ASSIGNMENT:
Filter the listing below, keeping every line that holds "banner".

SUPPLIED RECORDS:
%%

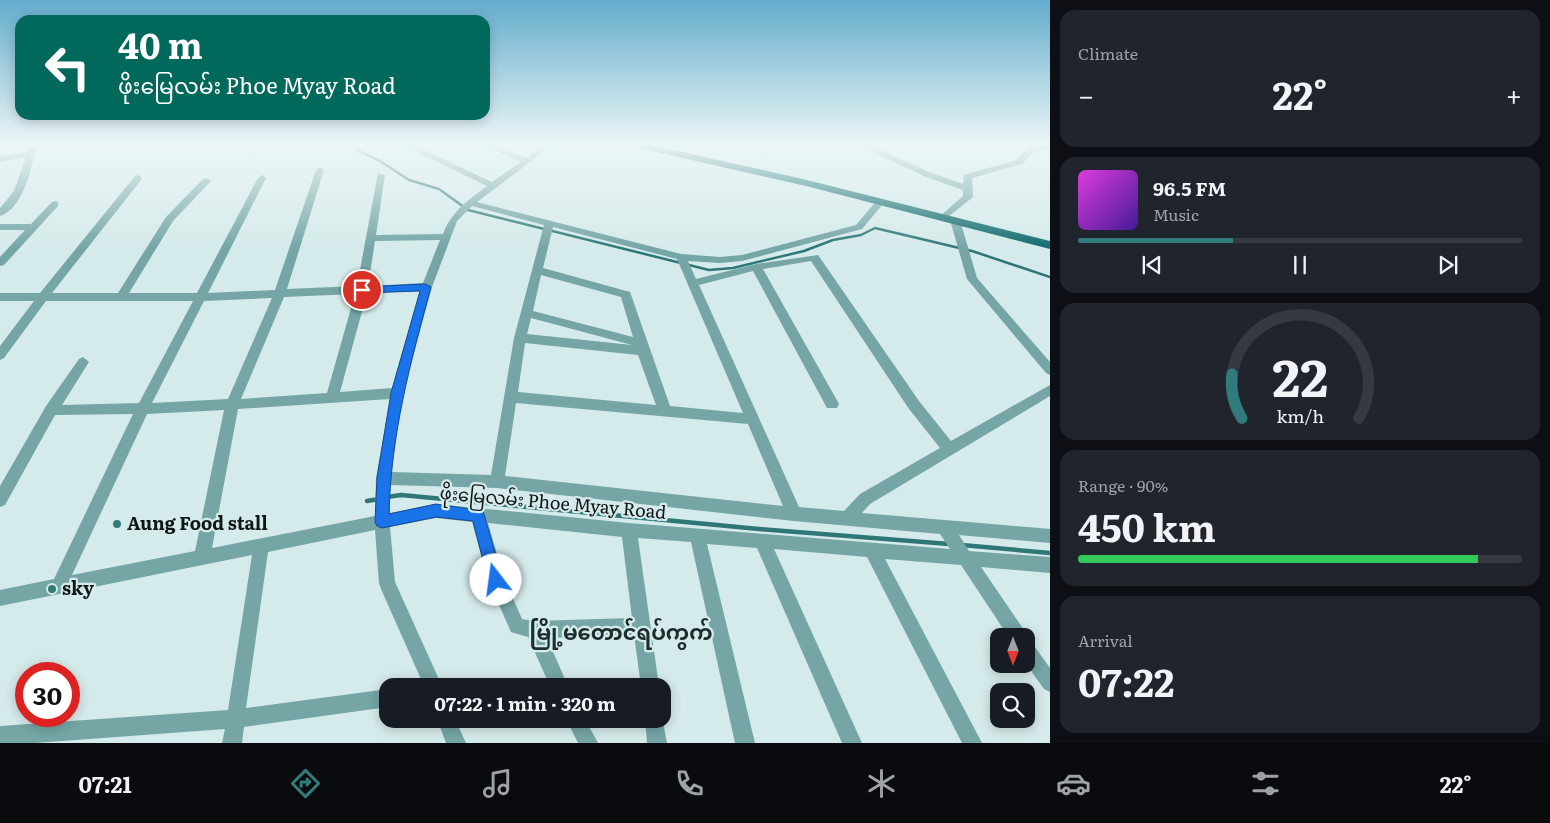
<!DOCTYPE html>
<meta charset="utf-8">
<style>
:root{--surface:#171b24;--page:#20242c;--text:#f1f3f6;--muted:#9ea1a6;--line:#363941;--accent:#327b7c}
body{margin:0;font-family:Literata,"Noto Sans Myanmar",serif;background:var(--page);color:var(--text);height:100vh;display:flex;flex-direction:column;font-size:19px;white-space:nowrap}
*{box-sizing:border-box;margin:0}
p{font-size:16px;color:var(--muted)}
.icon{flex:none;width:28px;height:28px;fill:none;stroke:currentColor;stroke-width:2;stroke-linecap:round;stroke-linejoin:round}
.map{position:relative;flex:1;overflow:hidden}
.sheet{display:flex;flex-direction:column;gap:10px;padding:10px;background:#0d0f14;width:500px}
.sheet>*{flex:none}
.banner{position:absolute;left:15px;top:15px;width:475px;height:105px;border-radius:15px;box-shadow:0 2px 12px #0003;background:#00695c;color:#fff;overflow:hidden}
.needle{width:32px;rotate:180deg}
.controls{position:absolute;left:990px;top:628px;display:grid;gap:10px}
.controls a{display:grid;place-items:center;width:45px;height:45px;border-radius:10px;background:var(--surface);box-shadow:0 2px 12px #0003;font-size:25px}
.speed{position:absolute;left:15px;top:662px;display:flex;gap:10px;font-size:25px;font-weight:700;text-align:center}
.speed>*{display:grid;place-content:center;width:65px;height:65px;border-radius:50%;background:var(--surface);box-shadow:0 2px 12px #0003;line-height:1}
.speed .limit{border:8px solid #d22;background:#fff;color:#111}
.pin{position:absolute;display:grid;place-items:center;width:42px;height:42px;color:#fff;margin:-21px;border:2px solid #fff;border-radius:50%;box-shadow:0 1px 5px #0007}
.me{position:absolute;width:55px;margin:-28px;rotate:345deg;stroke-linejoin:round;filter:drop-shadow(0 0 4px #0008)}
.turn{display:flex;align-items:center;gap:18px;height:105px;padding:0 20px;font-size:22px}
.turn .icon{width:65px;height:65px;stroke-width:2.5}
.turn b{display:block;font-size:35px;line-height:42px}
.big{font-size:38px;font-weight:700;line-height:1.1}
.sheet .tile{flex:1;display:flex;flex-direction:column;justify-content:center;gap:8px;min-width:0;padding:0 18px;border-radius:15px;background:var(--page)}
.sheet .dial{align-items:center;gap:0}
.dial svg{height:130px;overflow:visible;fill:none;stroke:var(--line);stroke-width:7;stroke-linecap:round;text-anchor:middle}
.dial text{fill:var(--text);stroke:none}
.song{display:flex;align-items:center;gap:15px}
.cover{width:60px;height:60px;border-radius:8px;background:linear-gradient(135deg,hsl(300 70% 55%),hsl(260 70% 35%))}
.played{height:5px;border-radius:2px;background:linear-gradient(90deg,var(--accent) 35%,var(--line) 35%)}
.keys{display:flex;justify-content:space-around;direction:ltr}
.heat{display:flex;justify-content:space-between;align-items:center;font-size:28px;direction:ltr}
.charge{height:8px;border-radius:4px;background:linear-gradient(90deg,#34c759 90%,var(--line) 0)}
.trip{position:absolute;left:379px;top:678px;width:292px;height:50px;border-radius:15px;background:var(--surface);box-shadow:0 2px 12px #0003;font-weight:700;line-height:50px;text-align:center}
.tab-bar{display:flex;height:80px;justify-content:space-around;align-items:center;background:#090b0e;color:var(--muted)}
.tab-bar .icon{width:35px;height:35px}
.tab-bar .active{color:var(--accent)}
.tab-bar b{font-size:22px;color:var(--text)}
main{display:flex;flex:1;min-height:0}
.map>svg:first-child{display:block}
</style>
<main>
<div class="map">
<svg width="1050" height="743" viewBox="0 0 1050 743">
<rect width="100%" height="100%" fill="#d5eaea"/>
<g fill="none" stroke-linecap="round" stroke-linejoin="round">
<!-- stream-far1 -->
<path stroke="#2f7777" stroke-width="2.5" d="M 357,150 L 380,161 L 409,180 L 439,189 L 468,210 L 709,270 L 733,268 L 804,251 L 833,240 L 861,235 L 875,228 L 972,251 L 1050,277"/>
<!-- stream -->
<g stroke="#2f7777" stroke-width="4.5">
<path d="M 387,497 L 401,495 L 759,529 L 949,544"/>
<path d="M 367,501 L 379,499"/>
<path d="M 962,545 L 1050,553"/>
</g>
<!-- minor -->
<g fill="#75a5a5" fill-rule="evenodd">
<path d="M 28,145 L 36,145 C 33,166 23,209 0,216 L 0,208 L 14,191 L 26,157 L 0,162 L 0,156 L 27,152 Z"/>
<path d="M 402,145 L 413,145 L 492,182 L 521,162 L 482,145 L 493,145 L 526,158 L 544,145 L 553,145 L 477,202 L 681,254 L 720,257 L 742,255 L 856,225 L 877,200 L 883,200 L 883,204 L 862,229 L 742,261 L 720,263 L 688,261 L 696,279 L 756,264 L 818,255 L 919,401 L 951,441 L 1050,385 L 1050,396 L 870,504 L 862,513 L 1050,529 L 1050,543 L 959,535 L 969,551 L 1050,557 L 1050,573 L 981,567 L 1024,630 L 1027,636 L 1026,637 L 1008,636 L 961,565 L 885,559 L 982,743 L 962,743 L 867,557 L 774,549 L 862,743 L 842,743 L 757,548 L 707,544 L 755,743 L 735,743 L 691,542 L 638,538 L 659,686 L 641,686 L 634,635 L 547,638 L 568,686 L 550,686 L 528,637 L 511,632 L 488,580 L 472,522 L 436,518 L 390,527 L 395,582 L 442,686 L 424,686 L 381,589 L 379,583 L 375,530 L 268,552 L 246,708 L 388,689 L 388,707 L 244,727 L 242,743 L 222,743 L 225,729 L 35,743 L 0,743 L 0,726 L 228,710 L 252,555 L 0,606 L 0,590 L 54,579 L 133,414 L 55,415 L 5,505 L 0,507 L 0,486 L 46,406 L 79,359 L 83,357 L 89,362 L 62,405 L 139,403 L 193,301 L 46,301 L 4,358 L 0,360 L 0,346 L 34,301 L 0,301 L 0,293 L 40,293 L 135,176 L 138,175 L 142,178 L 141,180 L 52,293 L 118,293 L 166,217 L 203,179 L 206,178 L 211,181 L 173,221 L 129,293 L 197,293 L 258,178 L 262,175 L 266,178 L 208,293 L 275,290 L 316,170 L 320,167 L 324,170 L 287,289 L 357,286 L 378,173 L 385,175 L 376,235 L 443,234 C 452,211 467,201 487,186 ZM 472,206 L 544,225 L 514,338 L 491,475 L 391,472 L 403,393 L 432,287 L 457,221 ZM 553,227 L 677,259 L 743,413 L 670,406 L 630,292 L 543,268 ZM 440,240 L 423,283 L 368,286 L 375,241 ZM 811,261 L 909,409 L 940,448 L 860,494 L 844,511 L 799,507 L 699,285 L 753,271 L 827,408 L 837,408 L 839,404 L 763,269 ZM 541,275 L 621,297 L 633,337 L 533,311 ZM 420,291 L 392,388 L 340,392 L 367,293 ZM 355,294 L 327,393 L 241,399 L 284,297 ZM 272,298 L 228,399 L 152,403 L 204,301 ZM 531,318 L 632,345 L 527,334 ZM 525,343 L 638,355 L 656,405 L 518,392 ZM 390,399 L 376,478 L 375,516 L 212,548 L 238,409 ZM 516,403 L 748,424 L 783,506 L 505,476 ZM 224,410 L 195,551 L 72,575 L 147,414 ZM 390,485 L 497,488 L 794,521 L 940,534 L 950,549 L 629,523 L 436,504 L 390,513 ZM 488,523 L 622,537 L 632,618 L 534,621 L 522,619 L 504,578 Z"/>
<path d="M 858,145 L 869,145 L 932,173 L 963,184 L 964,175 L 1016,160 L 1029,147 L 1050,145 L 1050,150 L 1035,151 L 1022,164 L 972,178 L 973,197 L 944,220 L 939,217 L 963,196 L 963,190 L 926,177 Z"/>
<path d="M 55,201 L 58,202 L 58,206 L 4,265 L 0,266 L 0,257 L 25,230 L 0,230 L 0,224 L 31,224 L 52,202 Z"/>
<path d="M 955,217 L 960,220 L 977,278 L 1050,362 L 1050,375 L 1046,373 L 967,279 L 950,220 Z"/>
<path d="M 1026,640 L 1032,643 L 1050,668 L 1050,692 L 1044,689 L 1026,664 Z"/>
<path d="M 662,717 L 667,743 L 647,743 L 645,719 L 662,719 Z"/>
<path d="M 437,719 L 455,719 L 466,743 L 446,743 Z"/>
<path d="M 566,719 L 585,719 L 598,743 L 578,743 Z"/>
</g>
<!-- major -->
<path fill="#126b6d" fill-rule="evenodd" d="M 634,145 L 652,145 L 807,180 L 1050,241 L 1050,249 L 806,186 L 639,148 Z"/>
</g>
<!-- sky -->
<linearGradient id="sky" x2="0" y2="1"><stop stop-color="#63accc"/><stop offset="0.58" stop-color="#ecf6f6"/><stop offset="1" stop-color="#ecf6f6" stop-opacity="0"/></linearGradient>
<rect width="1050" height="249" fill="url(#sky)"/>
<!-- route -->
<path fill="#1a73e8" stroke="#114b97" d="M 426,284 L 431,287 C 410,364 391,434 389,514 L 436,504 L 483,511 L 503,580 L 501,585 L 496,587 L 491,585 L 488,580 L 473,521 L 436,517 L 382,528 L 377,526 L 375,522 L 377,478 L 391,393 L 420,291 L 362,293 L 357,290 L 362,287 Z"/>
<!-- markers -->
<g fill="#327b7c" stroke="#d5eaea" stroke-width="2">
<circle cx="117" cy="524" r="5"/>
<circle cx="52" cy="589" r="5"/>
</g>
<g text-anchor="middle" stroke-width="4.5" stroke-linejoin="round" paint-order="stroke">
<!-- near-street labels -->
<g font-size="18" fill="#0f1616" stroke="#d5eaea">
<text transform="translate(553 503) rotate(5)" y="6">ဖိုးမြေလမ်း Phoe Myay Road</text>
</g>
<!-- near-poi labels -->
<g font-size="18" font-weight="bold" fill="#0f1616" stroke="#d5eaea" text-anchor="start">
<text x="127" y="530">Aung Food stall</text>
<text x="62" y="595">sky</text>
</g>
<!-- near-quarter labels -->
<g font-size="21" font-weight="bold" fill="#1c2d2d" stroke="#d5eaea">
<text x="621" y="640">မြို့မတောင်ရပ်ကွက်</text>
</g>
</g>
</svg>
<div class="controls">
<a><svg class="needle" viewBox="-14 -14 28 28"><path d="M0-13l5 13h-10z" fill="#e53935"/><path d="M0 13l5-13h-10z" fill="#9ea1a6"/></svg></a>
<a><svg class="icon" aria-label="search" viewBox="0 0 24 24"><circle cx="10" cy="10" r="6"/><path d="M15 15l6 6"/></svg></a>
</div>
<div class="speed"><div class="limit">30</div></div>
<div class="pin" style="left:362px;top:290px;background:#d93025"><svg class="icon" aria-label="arrive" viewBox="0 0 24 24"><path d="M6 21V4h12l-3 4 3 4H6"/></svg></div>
<svg class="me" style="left:496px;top:580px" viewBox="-20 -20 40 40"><circle r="19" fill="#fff"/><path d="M0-13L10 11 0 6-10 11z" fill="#1a73e8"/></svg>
<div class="trip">07:22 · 1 min · 320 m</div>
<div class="banner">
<div class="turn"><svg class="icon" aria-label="left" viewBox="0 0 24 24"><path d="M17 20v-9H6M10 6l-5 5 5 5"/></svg><div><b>40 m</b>ဖိုးမြေလမ်း Phoe Myay Road</div></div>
</div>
</div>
<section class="sheet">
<div class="tile"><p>Climate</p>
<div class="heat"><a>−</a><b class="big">22°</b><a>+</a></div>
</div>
<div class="tile">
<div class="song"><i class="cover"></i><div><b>96.5 FM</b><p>Music</p></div></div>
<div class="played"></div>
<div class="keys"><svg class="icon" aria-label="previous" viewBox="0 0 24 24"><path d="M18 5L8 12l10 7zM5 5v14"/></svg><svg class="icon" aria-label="pause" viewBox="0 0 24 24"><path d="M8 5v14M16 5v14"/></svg><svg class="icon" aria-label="next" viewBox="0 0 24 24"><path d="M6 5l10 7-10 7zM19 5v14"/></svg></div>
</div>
<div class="tile dial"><svg viewBox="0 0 100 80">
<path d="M14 69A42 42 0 1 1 86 69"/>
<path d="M14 69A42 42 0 0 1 8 42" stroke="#327b7c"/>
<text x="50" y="56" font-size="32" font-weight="700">22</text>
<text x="50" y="72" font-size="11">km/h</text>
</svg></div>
<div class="tile"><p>Range · 90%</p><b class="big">450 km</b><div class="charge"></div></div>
<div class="tile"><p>Arrival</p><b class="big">07:22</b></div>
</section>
</main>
<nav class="tab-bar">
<b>07:21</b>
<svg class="icon active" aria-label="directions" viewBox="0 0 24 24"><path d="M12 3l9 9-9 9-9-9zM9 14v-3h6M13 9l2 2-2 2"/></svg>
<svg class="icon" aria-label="music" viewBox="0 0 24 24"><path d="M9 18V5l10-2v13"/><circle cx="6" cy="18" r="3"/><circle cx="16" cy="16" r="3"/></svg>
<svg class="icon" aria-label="phone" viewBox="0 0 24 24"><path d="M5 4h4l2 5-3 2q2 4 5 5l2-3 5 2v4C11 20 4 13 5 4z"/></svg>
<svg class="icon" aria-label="climate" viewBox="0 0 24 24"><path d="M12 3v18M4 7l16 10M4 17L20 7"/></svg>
<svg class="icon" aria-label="car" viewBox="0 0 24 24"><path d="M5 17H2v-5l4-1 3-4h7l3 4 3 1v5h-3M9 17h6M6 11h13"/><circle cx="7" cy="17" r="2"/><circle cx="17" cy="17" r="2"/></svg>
<svg class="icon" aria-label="filters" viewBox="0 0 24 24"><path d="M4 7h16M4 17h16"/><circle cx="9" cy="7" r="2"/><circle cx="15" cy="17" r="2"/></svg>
<b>22°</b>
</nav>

%%

RESPONSE TO THIS EXERCISE:
.banner{position:absolute;left:15px;top:15px;width:475px;height:105px;border-radius:15px;box-shadow:0 2px 12px #0003;background:#00695c;color:#fff;overflow:hidden}
<div class="banner">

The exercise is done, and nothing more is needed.